*** Listed records ***

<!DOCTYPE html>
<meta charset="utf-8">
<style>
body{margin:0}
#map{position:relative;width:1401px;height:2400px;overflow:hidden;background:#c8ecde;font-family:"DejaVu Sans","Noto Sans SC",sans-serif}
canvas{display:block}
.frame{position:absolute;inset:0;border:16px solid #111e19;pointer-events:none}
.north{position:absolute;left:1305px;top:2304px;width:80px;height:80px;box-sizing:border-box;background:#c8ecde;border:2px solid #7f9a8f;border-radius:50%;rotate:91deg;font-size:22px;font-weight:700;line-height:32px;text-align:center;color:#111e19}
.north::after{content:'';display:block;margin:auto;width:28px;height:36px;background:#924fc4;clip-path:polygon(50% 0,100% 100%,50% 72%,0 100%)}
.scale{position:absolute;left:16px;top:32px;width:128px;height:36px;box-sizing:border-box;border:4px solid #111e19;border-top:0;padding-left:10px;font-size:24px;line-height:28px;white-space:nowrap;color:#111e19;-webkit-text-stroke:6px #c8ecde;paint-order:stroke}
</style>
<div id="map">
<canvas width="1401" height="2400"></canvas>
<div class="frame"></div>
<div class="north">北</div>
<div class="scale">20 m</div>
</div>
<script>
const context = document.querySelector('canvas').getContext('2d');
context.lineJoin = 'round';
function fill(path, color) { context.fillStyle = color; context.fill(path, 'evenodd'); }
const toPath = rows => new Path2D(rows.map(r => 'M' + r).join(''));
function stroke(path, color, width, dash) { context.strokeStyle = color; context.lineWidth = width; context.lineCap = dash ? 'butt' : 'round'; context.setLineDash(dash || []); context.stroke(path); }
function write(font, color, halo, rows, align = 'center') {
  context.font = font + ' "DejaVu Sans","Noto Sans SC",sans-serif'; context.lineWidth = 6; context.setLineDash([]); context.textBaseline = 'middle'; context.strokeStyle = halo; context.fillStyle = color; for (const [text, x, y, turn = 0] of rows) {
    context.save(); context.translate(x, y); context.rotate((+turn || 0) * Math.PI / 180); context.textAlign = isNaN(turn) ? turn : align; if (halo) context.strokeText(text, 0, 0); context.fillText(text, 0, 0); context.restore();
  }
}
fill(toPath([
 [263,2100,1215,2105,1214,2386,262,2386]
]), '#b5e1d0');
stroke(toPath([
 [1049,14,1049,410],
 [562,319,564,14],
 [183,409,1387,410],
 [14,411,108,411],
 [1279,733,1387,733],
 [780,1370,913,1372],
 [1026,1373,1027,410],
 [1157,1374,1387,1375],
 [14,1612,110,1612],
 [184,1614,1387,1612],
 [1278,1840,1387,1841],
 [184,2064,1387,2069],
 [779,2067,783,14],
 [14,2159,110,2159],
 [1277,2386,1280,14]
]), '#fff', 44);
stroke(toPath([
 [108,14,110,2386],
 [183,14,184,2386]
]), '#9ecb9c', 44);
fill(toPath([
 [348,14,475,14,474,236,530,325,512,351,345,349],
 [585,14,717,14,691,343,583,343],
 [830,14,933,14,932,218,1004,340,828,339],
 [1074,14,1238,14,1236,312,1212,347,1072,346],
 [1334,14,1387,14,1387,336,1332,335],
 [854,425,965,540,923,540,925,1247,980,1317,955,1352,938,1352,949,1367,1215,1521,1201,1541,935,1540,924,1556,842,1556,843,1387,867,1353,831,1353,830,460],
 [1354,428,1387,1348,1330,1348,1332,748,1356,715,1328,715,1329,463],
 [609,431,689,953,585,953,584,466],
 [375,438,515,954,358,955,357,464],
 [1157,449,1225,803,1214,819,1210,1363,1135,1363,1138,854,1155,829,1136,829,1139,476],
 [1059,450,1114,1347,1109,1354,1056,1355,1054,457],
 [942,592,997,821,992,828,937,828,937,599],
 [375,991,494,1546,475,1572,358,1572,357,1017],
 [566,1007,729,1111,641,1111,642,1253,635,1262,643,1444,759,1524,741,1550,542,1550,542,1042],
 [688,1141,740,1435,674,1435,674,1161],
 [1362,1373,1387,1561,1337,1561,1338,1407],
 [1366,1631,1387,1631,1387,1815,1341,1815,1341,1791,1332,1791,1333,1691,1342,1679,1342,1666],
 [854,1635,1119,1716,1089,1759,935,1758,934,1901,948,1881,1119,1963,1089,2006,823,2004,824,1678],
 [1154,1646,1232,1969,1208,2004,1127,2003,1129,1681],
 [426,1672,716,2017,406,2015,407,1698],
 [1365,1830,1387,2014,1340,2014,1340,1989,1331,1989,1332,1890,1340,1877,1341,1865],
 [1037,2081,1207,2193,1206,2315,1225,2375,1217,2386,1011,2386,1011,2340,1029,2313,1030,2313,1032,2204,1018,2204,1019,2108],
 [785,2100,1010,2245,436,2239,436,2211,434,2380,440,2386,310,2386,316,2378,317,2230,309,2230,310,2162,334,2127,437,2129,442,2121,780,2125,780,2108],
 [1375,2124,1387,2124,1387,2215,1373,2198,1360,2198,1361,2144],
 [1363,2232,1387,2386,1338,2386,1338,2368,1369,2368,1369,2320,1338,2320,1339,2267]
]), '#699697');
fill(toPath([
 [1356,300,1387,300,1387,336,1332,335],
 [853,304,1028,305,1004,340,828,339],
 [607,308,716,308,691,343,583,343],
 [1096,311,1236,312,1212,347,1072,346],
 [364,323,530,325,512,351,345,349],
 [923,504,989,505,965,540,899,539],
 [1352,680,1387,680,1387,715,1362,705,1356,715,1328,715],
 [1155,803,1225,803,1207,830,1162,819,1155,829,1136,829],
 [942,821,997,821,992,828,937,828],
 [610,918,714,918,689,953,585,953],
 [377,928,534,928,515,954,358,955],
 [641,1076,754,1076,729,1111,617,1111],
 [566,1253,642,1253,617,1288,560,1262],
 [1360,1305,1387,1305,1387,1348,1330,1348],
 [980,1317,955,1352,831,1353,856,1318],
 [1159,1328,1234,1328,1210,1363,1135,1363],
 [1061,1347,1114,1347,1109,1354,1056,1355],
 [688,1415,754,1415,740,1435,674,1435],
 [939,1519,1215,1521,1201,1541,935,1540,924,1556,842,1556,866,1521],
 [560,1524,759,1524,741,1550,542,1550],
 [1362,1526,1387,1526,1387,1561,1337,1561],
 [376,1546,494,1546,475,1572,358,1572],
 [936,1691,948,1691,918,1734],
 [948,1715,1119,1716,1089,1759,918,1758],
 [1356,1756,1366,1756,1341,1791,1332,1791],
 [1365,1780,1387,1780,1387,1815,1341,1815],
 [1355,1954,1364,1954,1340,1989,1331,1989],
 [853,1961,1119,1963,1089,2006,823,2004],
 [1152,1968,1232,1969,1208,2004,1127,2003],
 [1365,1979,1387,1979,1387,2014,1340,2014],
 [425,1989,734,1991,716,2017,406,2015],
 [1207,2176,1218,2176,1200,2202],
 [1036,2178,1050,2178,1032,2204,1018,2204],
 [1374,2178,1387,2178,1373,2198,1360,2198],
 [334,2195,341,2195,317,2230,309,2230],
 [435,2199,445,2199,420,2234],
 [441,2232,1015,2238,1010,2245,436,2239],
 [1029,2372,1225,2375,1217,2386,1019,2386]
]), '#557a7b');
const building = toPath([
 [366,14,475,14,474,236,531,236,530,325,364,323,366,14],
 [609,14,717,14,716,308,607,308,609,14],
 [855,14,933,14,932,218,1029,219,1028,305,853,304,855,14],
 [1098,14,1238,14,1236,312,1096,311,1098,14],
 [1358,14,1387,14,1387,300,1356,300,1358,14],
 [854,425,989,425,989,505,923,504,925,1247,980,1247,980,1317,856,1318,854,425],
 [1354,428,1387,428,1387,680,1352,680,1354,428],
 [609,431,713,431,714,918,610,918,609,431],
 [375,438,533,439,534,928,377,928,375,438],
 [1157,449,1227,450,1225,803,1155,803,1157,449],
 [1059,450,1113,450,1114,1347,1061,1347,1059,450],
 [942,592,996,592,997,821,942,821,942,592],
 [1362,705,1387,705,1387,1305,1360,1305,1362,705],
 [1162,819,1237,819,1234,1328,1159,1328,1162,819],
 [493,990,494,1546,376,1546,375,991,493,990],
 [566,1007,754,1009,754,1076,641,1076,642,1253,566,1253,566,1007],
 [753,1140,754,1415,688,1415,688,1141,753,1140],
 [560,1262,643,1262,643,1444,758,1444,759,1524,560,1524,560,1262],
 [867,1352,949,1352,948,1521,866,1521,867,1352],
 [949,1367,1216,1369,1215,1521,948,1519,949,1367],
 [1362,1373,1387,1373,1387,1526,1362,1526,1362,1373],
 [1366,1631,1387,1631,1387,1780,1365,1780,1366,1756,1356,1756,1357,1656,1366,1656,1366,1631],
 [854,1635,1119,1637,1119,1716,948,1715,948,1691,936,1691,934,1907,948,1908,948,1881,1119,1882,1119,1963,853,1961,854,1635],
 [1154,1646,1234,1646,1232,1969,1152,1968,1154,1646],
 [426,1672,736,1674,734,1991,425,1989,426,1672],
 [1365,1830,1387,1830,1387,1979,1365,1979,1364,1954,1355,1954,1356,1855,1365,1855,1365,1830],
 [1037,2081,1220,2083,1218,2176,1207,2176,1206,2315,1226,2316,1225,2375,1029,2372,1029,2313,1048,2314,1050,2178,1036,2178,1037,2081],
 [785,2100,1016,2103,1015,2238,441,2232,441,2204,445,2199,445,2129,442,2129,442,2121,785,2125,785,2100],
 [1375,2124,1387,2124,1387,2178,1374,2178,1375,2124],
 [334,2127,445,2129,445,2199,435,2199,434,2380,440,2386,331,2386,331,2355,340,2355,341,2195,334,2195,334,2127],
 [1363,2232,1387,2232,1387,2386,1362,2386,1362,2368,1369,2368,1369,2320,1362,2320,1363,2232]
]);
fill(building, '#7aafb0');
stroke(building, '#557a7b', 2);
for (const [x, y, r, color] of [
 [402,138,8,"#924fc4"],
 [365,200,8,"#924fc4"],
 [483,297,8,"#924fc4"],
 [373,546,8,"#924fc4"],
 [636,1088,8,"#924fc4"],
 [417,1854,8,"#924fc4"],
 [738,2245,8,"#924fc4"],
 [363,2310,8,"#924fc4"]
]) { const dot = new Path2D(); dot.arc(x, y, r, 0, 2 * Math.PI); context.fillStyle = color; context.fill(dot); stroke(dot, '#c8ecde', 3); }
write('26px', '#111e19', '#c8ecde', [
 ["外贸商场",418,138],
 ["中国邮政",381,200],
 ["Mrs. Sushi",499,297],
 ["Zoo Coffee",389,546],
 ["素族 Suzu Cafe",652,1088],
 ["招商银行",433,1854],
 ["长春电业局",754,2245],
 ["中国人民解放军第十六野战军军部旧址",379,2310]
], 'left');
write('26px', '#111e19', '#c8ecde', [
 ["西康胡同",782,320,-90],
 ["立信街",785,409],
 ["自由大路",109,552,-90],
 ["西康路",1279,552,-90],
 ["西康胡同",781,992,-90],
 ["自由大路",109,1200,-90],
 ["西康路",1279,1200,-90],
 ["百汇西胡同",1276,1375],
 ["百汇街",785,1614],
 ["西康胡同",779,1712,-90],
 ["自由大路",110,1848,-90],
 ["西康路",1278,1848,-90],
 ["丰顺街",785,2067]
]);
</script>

*** End of Listed records ***

A count is all that should be returned: the number of lines in these records containing the string "strokeStyle".

2